### [Task prompt]
Word for word, print each record, dropping any image it holds.

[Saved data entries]
◆ ◆ ◆ ◆ ◆
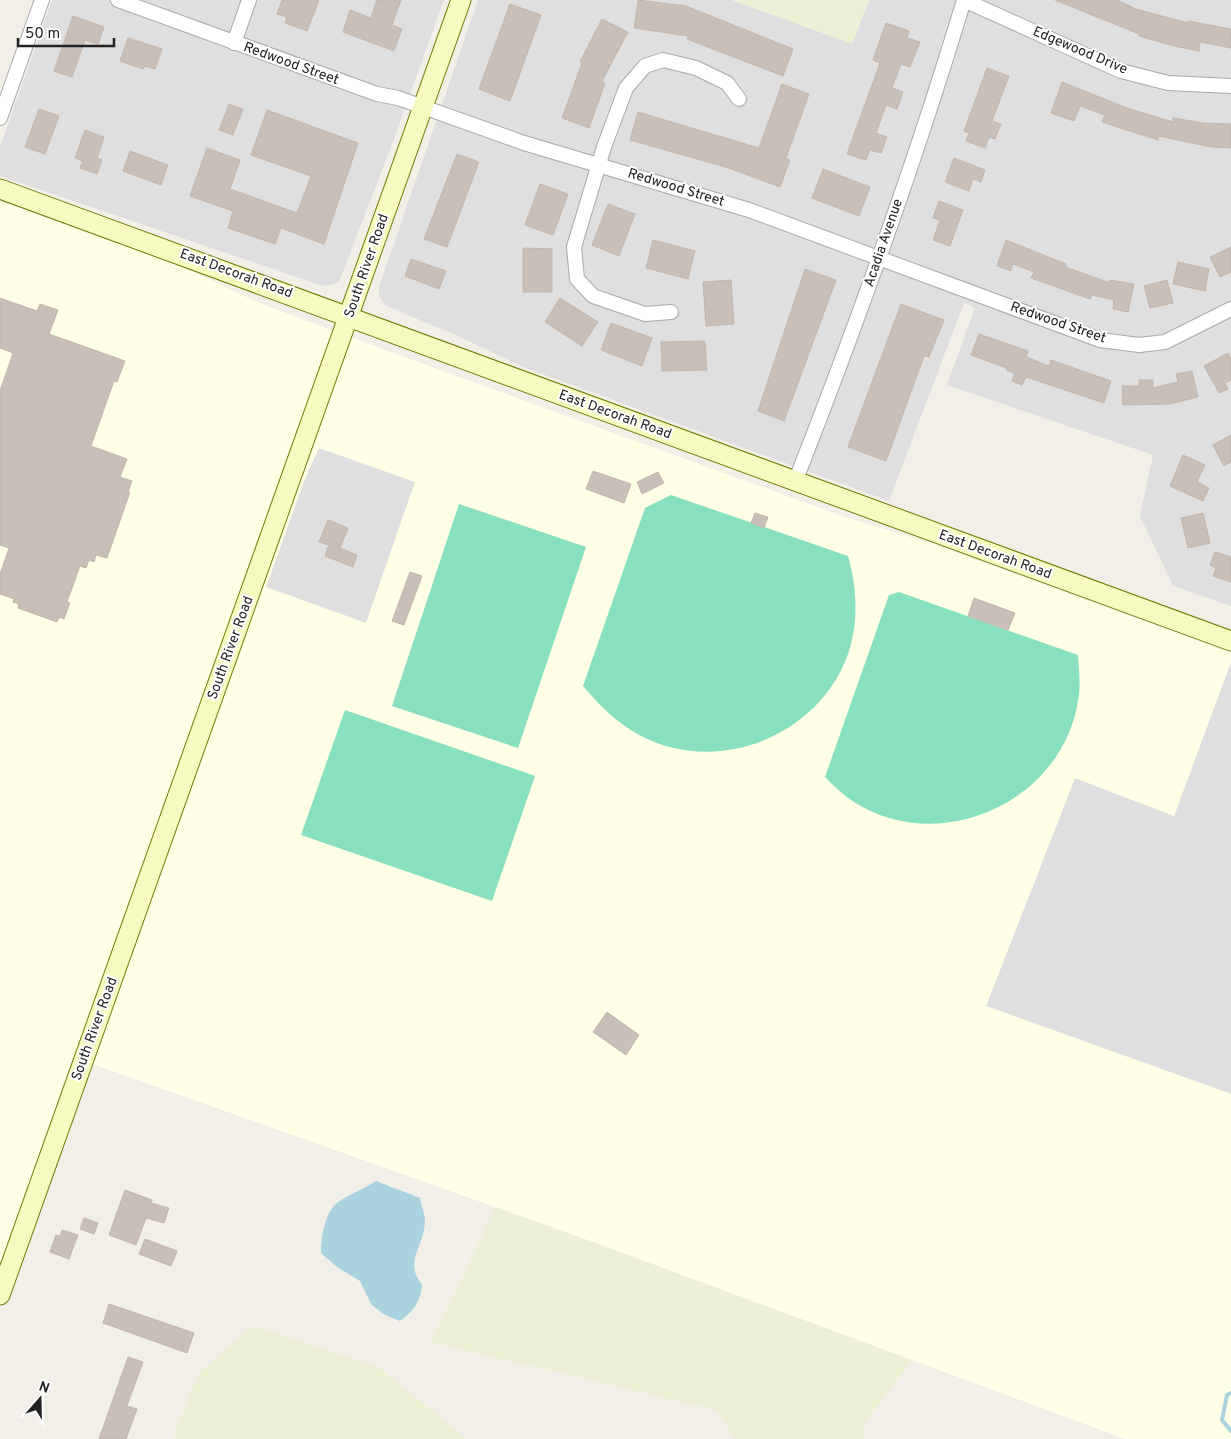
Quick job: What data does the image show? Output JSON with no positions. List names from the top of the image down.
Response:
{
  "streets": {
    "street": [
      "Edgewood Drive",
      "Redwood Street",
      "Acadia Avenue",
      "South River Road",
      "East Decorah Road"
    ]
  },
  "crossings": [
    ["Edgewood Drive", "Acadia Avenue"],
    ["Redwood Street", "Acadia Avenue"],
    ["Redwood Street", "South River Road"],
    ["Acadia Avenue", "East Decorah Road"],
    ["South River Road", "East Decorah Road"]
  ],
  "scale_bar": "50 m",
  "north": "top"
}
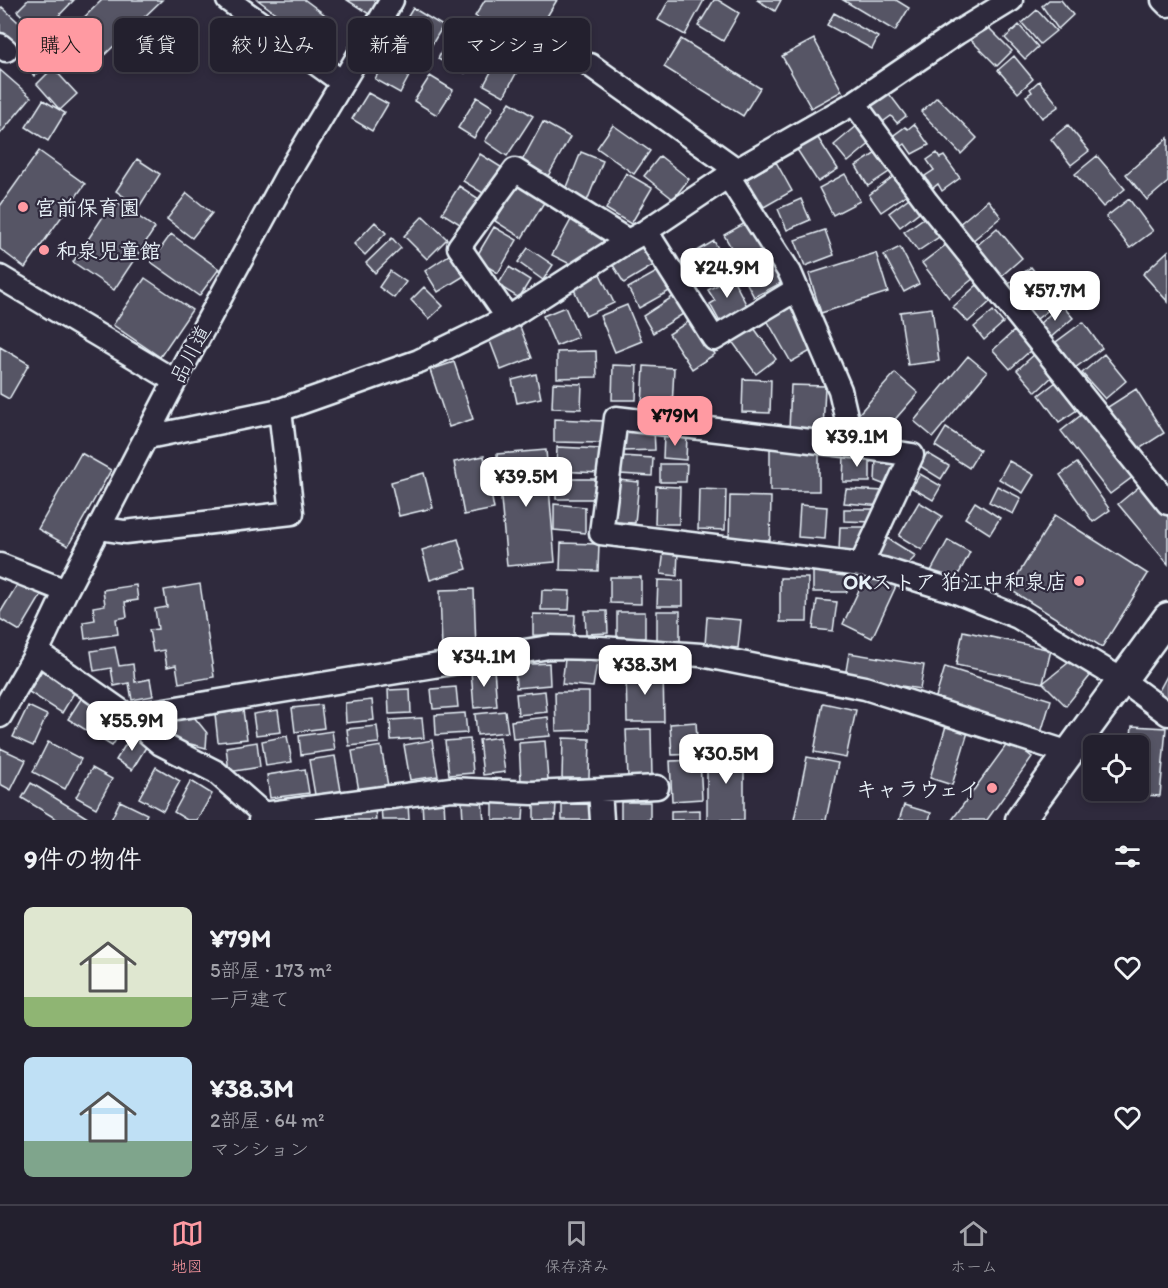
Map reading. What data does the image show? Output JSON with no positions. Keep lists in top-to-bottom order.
◆ ◆ ◆ ◆ ◆
### [Worked solution]
Quick job: What data does the image show? Output JSON with no positions. List names from the top of the image down.
Response:
{
  "streets": {
    "street": [
      "Edgewood Drive",
      "Redwood Street",
      "Acadia Avenue",
      "South River Road",
      "East Decorah Road"
    ]
  },
  "crossings": [
    ["Edgewood Drive", "Acadia Avenue"],
    ["Redwood Street", "Acadia Avenue"],
    ["Redwood Street", "South River Road"],
    ["Acadia Avenue", "East Decorah Road"],
    ["South River Road", "East Decorah Road"]
  ],
  "scale_bar": "50 m",
  "north": "top"
}
Map reading. What data does the image show? Output JSON with no positions. Keep lists in top-to-bottom order.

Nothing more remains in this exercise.